Prof. Schneider-Wessling: "Eindruck vom Einfamilienhaus"


Architekt und Stadtplaner Prof. Erich Schneider-Wessling erläuterte das Konzept für die Alte Glockengießerei. Es sei geprägt von einer Architektur des menschlichen Maßstabs, kommunikativer Struktur, umfassender Begrünung und Nutzung der Sonnenenergie.

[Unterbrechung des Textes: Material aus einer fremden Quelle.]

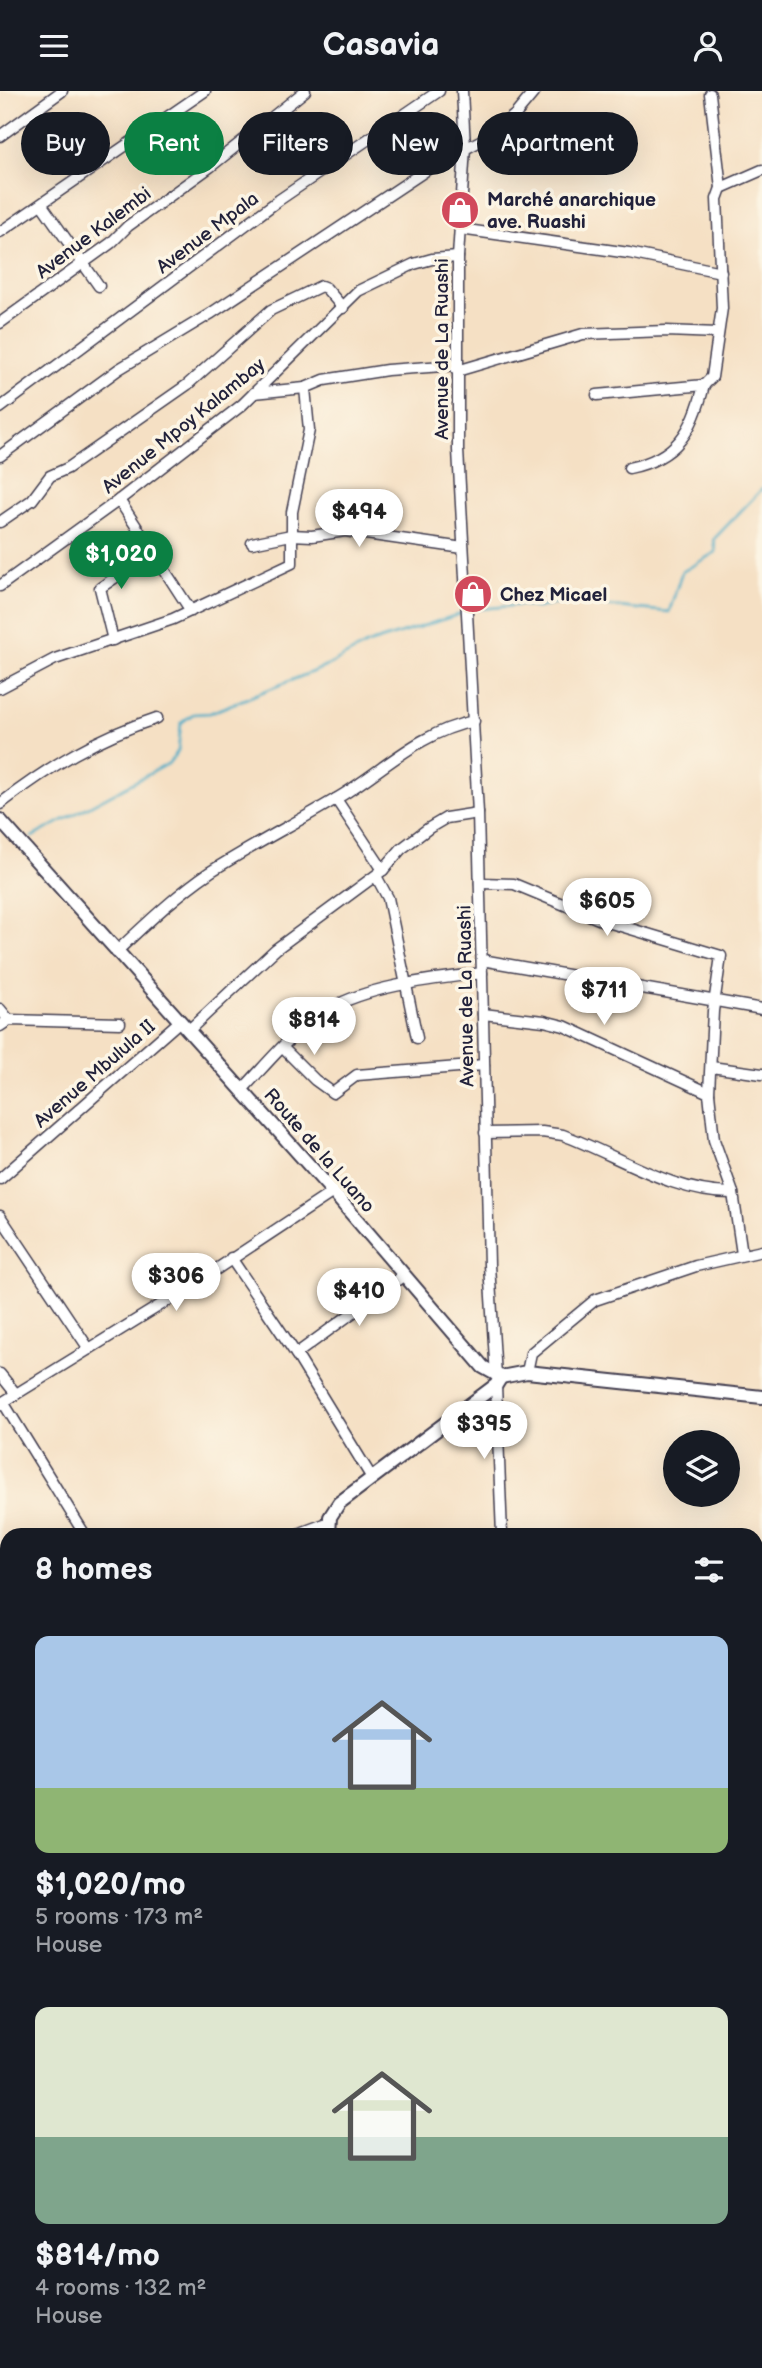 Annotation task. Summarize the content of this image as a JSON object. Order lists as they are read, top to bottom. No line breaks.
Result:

Schneider-Wessling, der sich freute, "der so berühmten OB zu begegnen und mit ihr gleich im Sandkasten buddeln zu dürfen", lobte den allseitigen guten Willen und die freundschaftliche Zusammenarbeit beim Projekt Alte Glockengießerei. Die von Heidelbergs Chef-Stadtplaner Diethelm Fichtner bevorzugten kooperativen Planungsworkshops seinen eine gute Form, "um miteinander, nicht gegeneinander zu arbeiten, um gemeinsam das Richtige zu finden". Dies sei "eine Baukultur, wie man sie in andere Städte Deutschlands tragen sollte".

Das Bauvorhaben sei gekennzeichnet, so Schneider-Wessling, durch "eine kommunikative Struktur: kleine Blöcke, die über Innenhöfe miteinander in Verbindung stehen". Die Dächer werden sich nach Süden zur Sonne hin öffnen und damit "Sonnenfänger" sein. Durch kleine Einheiten und schmale Gassen entstehe ein menschlicher Maßstab. Jeder werde seinen Garten oder Dachgarten haben. "Wir geben der Natur so viel zurück, wie wir ihr durch Bauen wegnehmen", betonte der Architekt, der umfassende Fassadenbegrünung vorgesehen hat. Jeder werde später den Eindruck haben, er habe ein Einfamilienhaus in der Stadt. (rie)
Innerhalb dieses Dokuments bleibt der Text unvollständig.